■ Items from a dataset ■
--*--
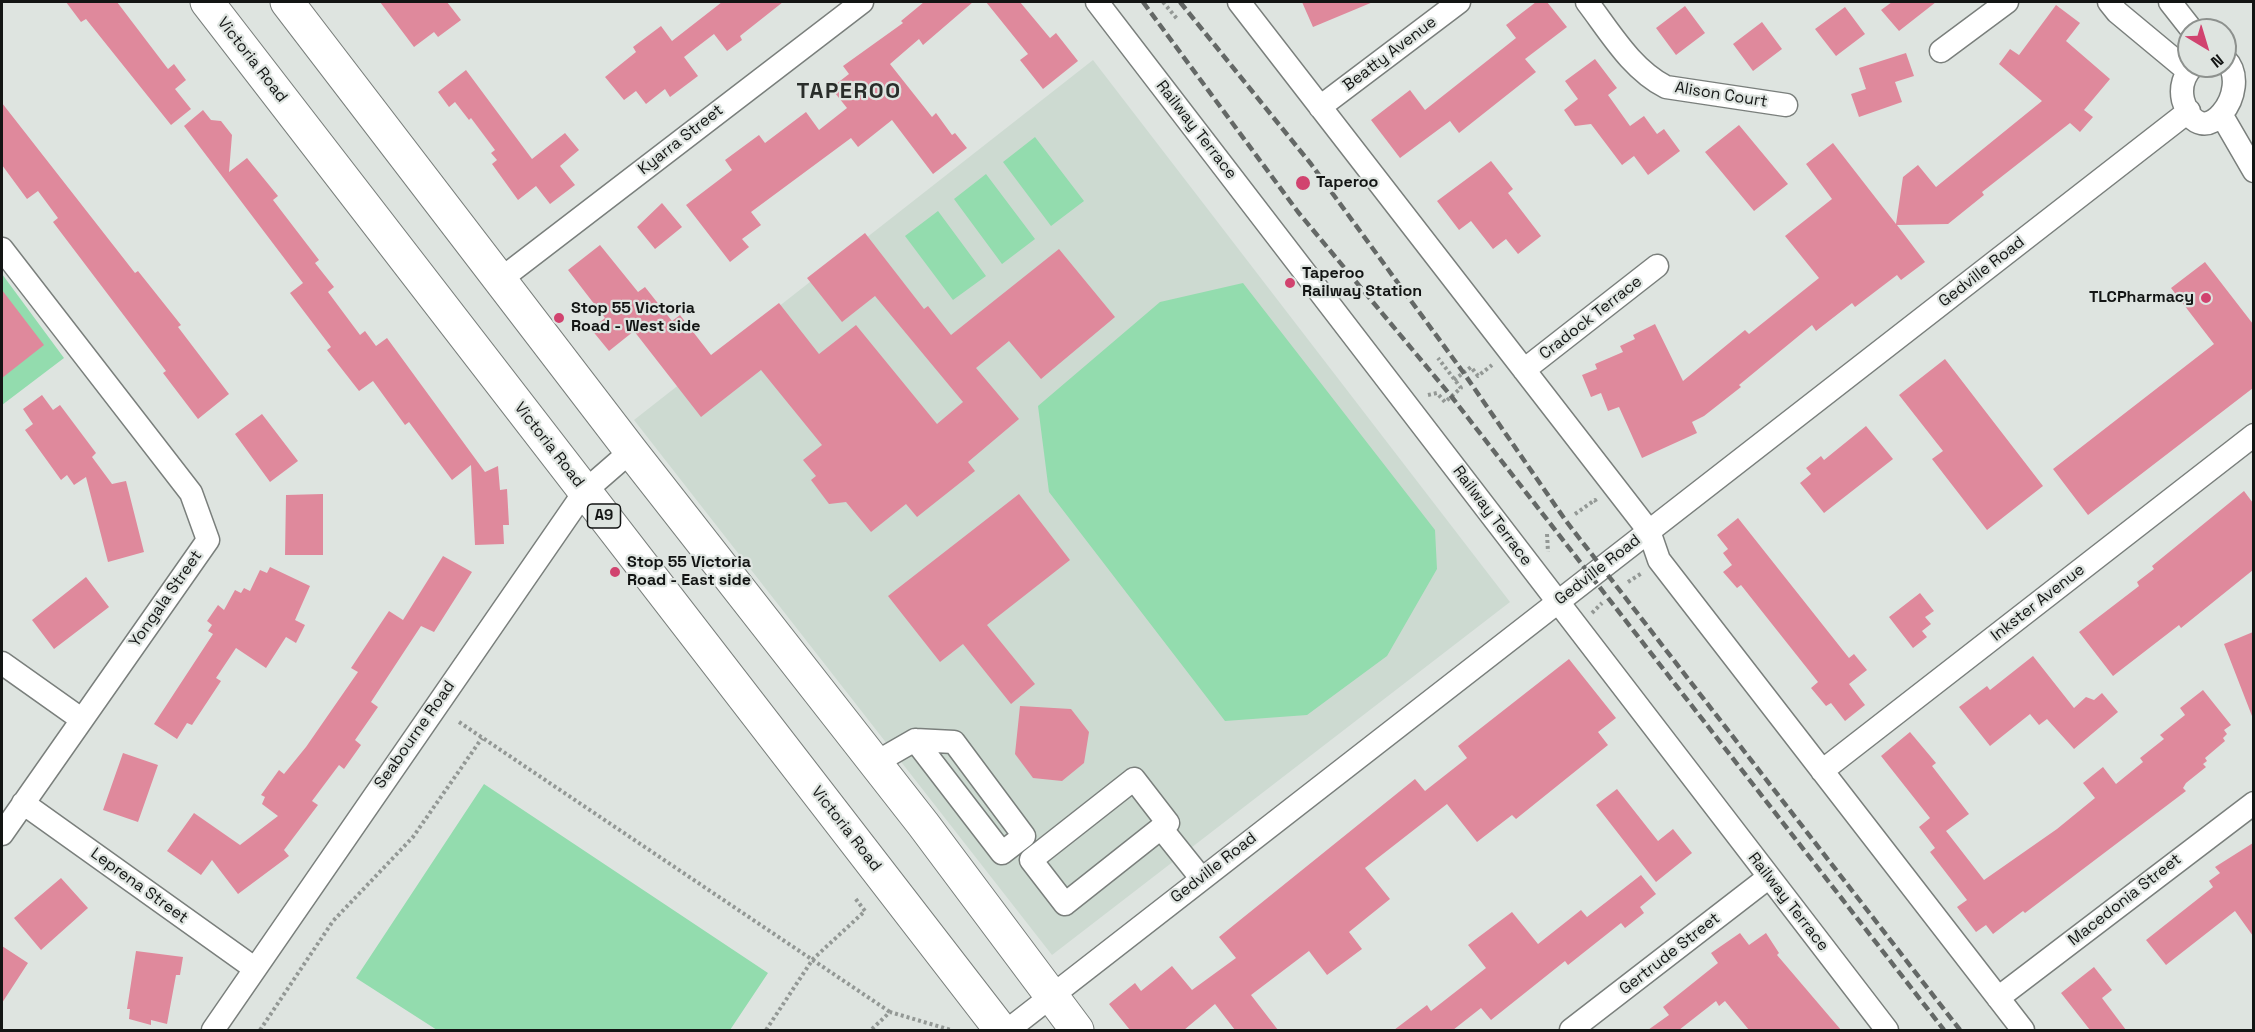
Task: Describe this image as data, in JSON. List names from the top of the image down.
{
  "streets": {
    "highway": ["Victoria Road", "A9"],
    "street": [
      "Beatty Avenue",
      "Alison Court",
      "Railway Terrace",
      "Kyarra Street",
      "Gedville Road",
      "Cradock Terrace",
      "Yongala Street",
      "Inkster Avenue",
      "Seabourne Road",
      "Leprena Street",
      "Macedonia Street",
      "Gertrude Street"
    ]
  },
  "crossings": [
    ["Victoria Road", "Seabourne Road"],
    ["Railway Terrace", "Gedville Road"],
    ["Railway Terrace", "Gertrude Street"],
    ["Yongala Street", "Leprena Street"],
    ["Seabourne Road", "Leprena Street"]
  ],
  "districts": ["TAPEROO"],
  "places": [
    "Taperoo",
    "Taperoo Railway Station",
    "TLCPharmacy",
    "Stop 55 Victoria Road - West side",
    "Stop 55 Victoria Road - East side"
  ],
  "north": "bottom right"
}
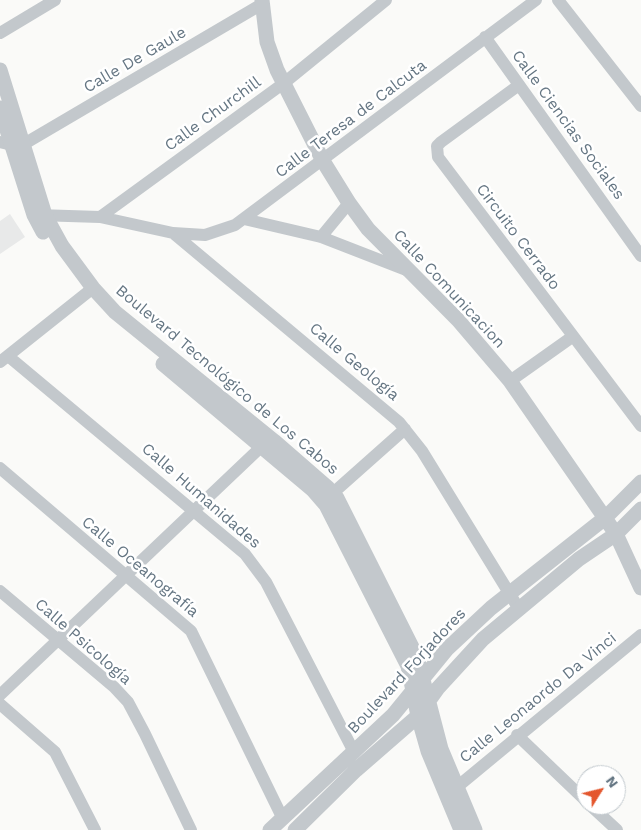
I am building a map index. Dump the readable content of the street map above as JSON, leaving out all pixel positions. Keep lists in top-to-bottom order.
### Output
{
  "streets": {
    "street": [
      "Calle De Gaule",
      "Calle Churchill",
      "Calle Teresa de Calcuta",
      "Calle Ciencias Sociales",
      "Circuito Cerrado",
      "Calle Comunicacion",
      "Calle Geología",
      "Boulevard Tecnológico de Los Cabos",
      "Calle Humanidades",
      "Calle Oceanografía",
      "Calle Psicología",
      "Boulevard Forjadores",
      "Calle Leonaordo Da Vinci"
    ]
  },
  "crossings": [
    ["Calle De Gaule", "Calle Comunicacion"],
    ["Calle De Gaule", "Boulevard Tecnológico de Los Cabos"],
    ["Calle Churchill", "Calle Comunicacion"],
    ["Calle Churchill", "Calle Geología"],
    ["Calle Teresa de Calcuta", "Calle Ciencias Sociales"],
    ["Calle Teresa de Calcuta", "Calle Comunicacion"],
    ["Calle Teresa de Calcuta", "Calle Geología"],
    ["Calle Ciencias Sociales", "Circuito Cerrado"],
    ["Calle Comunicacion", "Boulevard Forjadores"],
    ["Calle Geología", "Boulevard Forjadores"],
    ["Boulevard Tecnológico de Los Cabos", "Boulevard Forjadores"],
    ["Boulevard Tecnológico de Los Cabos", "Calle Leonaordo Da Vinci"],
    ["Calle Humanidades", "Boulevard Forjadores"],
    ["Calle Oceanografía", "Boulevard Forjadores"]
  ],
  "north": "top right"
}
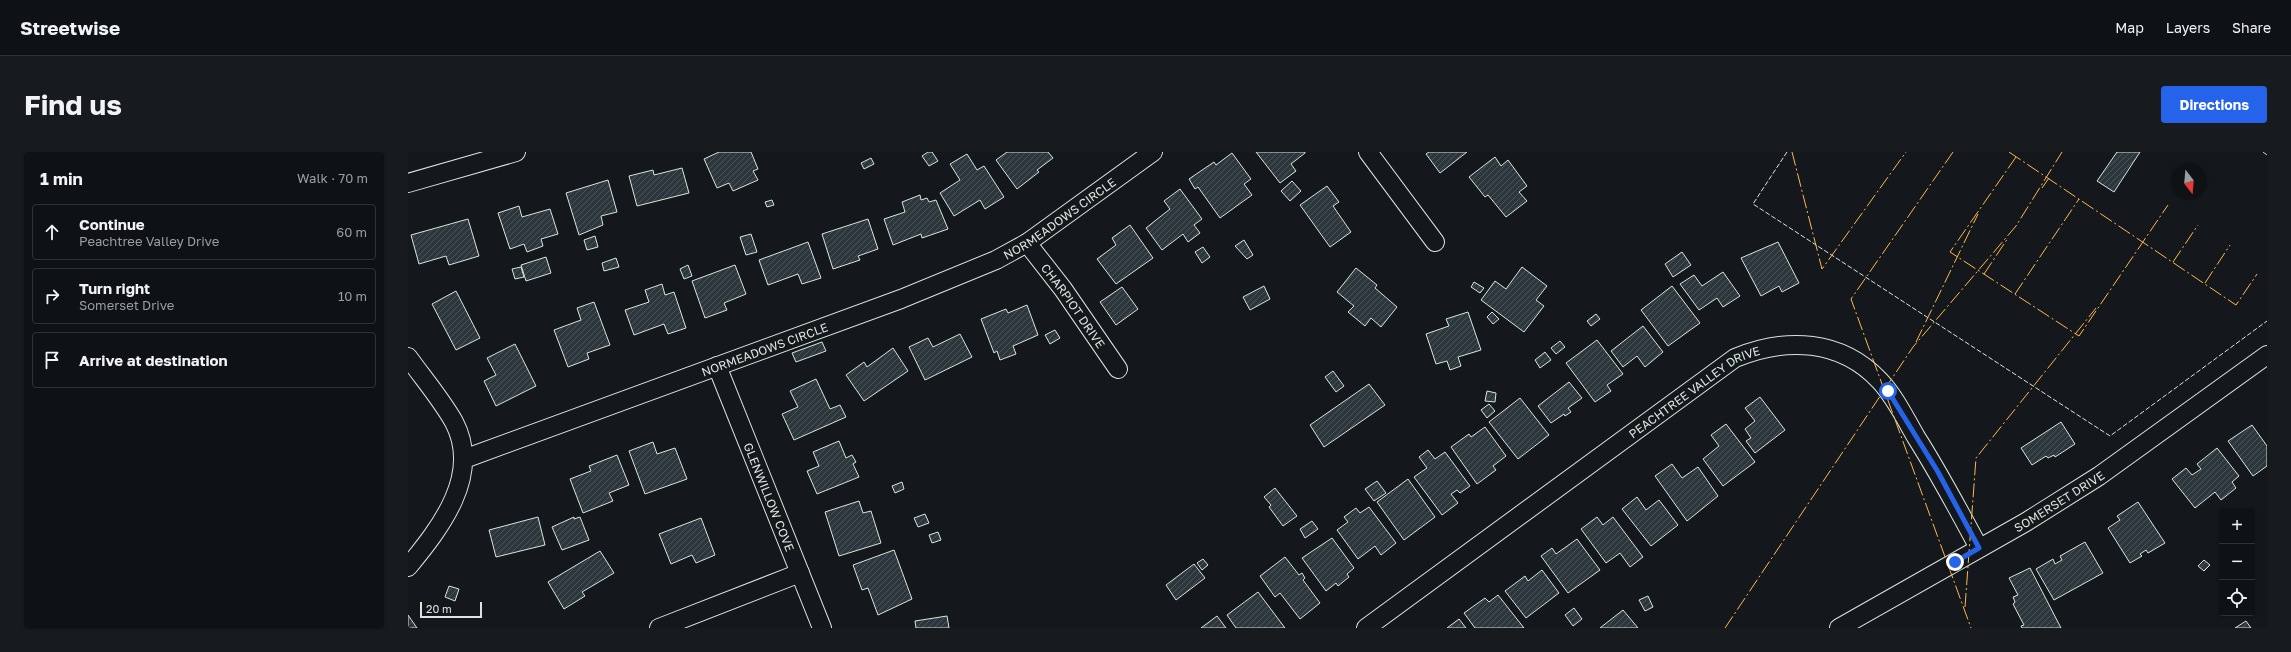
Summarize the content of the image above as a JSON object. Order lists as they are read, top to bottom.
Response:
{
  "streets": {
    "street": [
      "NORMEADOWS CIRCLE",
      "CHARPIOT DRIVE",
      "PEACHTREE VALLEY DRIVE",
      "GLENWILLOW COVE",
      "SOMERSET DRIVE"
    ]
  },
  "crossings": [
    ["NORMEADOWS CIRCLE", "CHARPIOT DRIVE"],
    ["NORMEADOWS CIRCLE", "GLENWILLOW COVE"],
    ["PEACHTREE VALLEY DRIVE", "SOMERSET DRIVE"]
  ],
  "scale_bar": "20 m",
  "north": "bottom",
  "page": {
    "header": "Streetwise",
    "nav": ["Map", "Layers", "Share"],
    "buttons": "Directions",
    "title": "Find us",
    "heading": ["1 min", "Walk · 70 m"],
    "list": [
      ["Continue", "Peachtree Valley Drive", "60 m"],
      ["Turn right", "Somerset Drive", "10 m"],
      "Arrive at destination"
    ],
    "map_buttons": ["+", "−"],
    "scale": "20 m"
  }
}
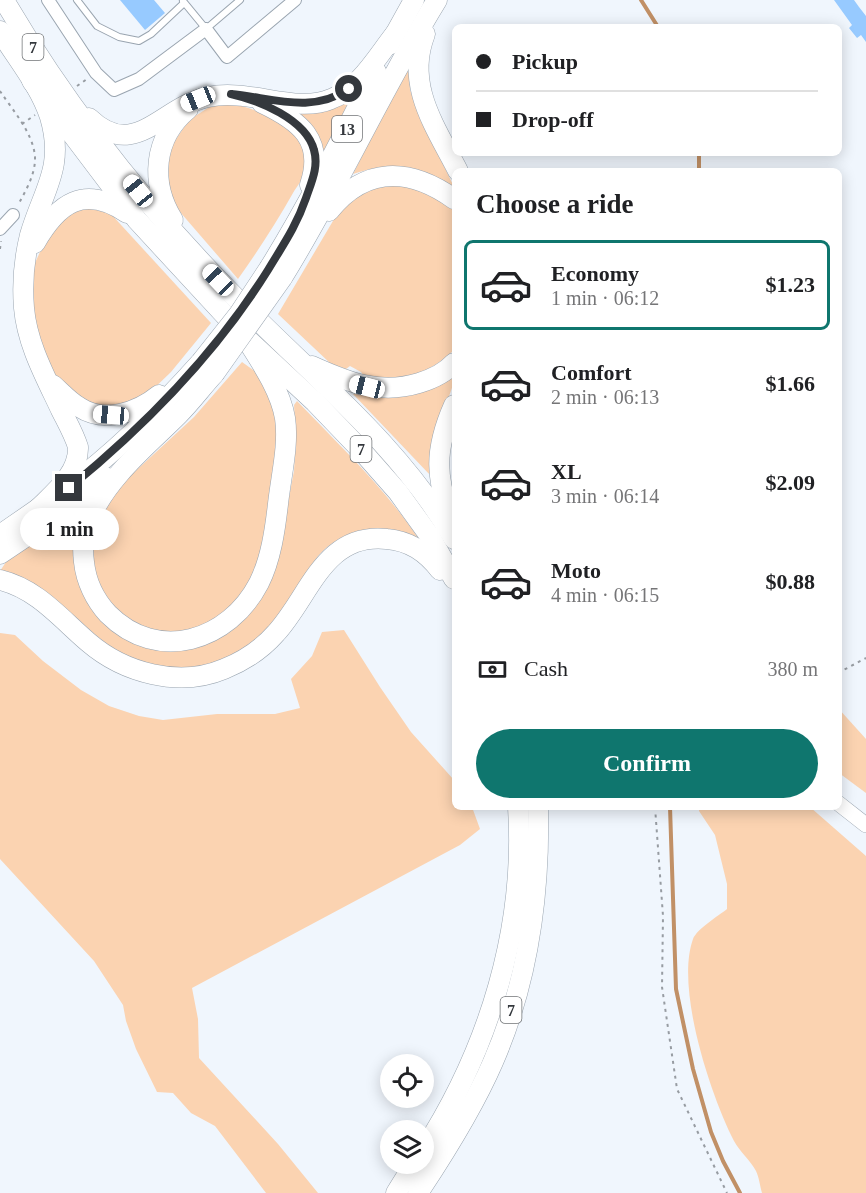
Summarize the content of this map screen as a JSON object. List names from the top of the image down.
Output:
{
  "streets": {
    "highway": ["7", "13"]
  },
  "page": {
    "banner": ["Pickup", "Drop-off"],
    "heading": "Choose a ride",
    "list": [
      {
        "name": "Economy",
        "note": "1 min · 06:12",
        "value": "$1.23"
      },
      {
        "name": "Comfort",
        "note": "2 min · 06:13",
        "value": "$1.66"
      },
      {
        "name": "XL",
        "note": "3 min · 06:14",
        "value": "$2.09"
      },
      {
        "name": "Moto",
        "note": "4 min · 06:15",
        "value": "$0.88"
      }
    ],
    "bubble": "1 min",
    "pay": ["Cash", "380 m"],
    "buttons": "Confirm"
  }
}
--*--
■ YOUR GOAL ■
In the answer, the entries must appear exactly as above, without the images.

■ RESPONSE FOR THIS EXERCISE ■
Task: Describe this image as data, in JSON. List names from the top of the image down.
{
  "streets": {
    "highway": ["Victoria Road", "A9"],
    "street": [
      "Beatty Avenue",
      "Alison Court",
      "Railway Terrace",
      "Kyarra Street",
      "Gedville Road",
      "Cradock Terrace",
      "Yongala Street",
      "Inkster Avenue",
      "Seabourne Road",
      "Leprena Street",
      "Macedonia Street",
      "Gertrude Street"
    ]
  },
  "crossings": [
    ["Victoria Road", "Seabourne Road"],
    ["Railway Terrace", "Gedville Road"],
    ["Railway Terrace", "Gertrude Street"],
    ["Yongala Street", "Leprena Street"],
    ["Seabourne Road", "Leprena Street"]
  ],
  "districts": ["TAPEROO"],
  "places": [
    "Taperoo",
    "Taperoo Railway Station",
    "TLCPharmacy",
    "Stop 55 Victoria Road - West side",
    "Stop 55 Victoria Road - East side"
  ],
  "north": "bottom right"
}
I am building a map index. Dump the readable content of the street map above as JSON, leaving out all pixel positions. Keep lists in top-to-bottom order.
### Output
{
  "streets": {
    "street": [
      "Calle De Gaule",
      "Calle Churchill",
      "Calle Teresa de Calcuta",
      "Calle Ciencias Sociales",
      "Circuito Cerrado",
      "Calle Comunicacion",
      "Calle Geología",
      "Boulevard Tecnológico de Los Cabos",
      "Calle Humanidades",
      "Calle Oceanografía",
      "Calle Psicología",
      "Boulevard Forjadores",
      "Calle Leonaordo Da Vinci"
    ]
  },
  "crossings": [
    ["Calle De Gaule", "Calle Comunicacion"],
    ["Calle De Gaule", "Boulevard Tecnológico de Los Cabos"],
    ["Calle Churchill", "Calle Comunicacion"],
    ["Calle Churchill", "Calle Geología"],
    ["Calle Teresa de Calcuta", "Calle Ciencias Sociales"],
    ["Calle Teresa de Calcuta", "Calle Comunicacion"],
    ["Calle Teresa de Calcuta", "Calle Geología"],
    ["Calle Ciencias Sociales", "Circuito Cerrado"],
    ["Calle Comunicacion", "Boulevard Forjadores"],
    ["Calle Geología", "Boulevard Forjadores"],
    ["Boulevard Tecnológico de Los Cabos", "Boulevard Forjadores"],
    ["Boulevard Tecnológico de Los Cabos", "Calle Leonaordo Da Vinci"],
    ["Calle Humanidades", "Boulevard Forjadores"],
    ["Calle Oceanografía", "Boulevard Forjadores"]
  ],
  "north": "top right"
}
Summarize the content of the image above as a JSON object. Order lists as they are read, top to bottom.
Response:
{
  "streets": {
    "street": [
      "NORMEADOWS CIRCLE",
      "CHARPIOT DRIVE",
      "PEACHTREE VALLEY DRIVE",
      "GLENWILLOW COVE",
      "SOMERSET DRIVE"
    ]
  },
  "crossings": [
    ["NORMEADOWS CIRCLE", "CHARPIOT DRIVE"],
    ["NORMEADOWS CIRCLE", "GLENWILLOW COVE"],
    ["PEACHTREE VALLEY DRIVE", "SOMERSET DRIVE"]
  ],
  "scale_bar": "20 m",
  "north": "bottom",
  "page": {
    "header": "Streetwise",
    "nav": ["Map", "Layers", "Share"],
    "buttons": "Directions",
    "title": "Find us",
    "heading": ["1 min", "Walk · 70 m"],
    "list": [
      ["Continue", "Peachtree Valley Drive", "60 m"],
      ["Turn right", "Somerset Drive", "10 m"],
      "Arrive at destination"
    ],
    "map_buttons": ["+", "−"],
    "scale": "20 m"
  }
}
Summarize the content of this map screen as a JSON object. List names from the top of the image down.
Output:
{
  "streets": {
    "highway": ["7", "13"]
  },
  "page": {
    "banner": ["Pickup", "Drop-off"],
    "heading": "Choose a ride",
    "list": [
      {
        "name": "Economy",
        "note": "1 min · 06:12",
        "value": "$1.23"
      },
      {
        "name": "Comfort",
        "note": "2 min · 06:13",
        "value": "$1.66"
      },
      {
        "name": "XL",
        "note": "3 min · 06:14",
        "value": "$2.09"
      },
      {
        "name": "Moto",
        "note": "4 min · 06:15",
        "value": "$0.88"
      }
    ],
    "bubble": "1 min",
    "pay": ["Cash", "380 m"],
    "buttons": "Confirm"
  }
}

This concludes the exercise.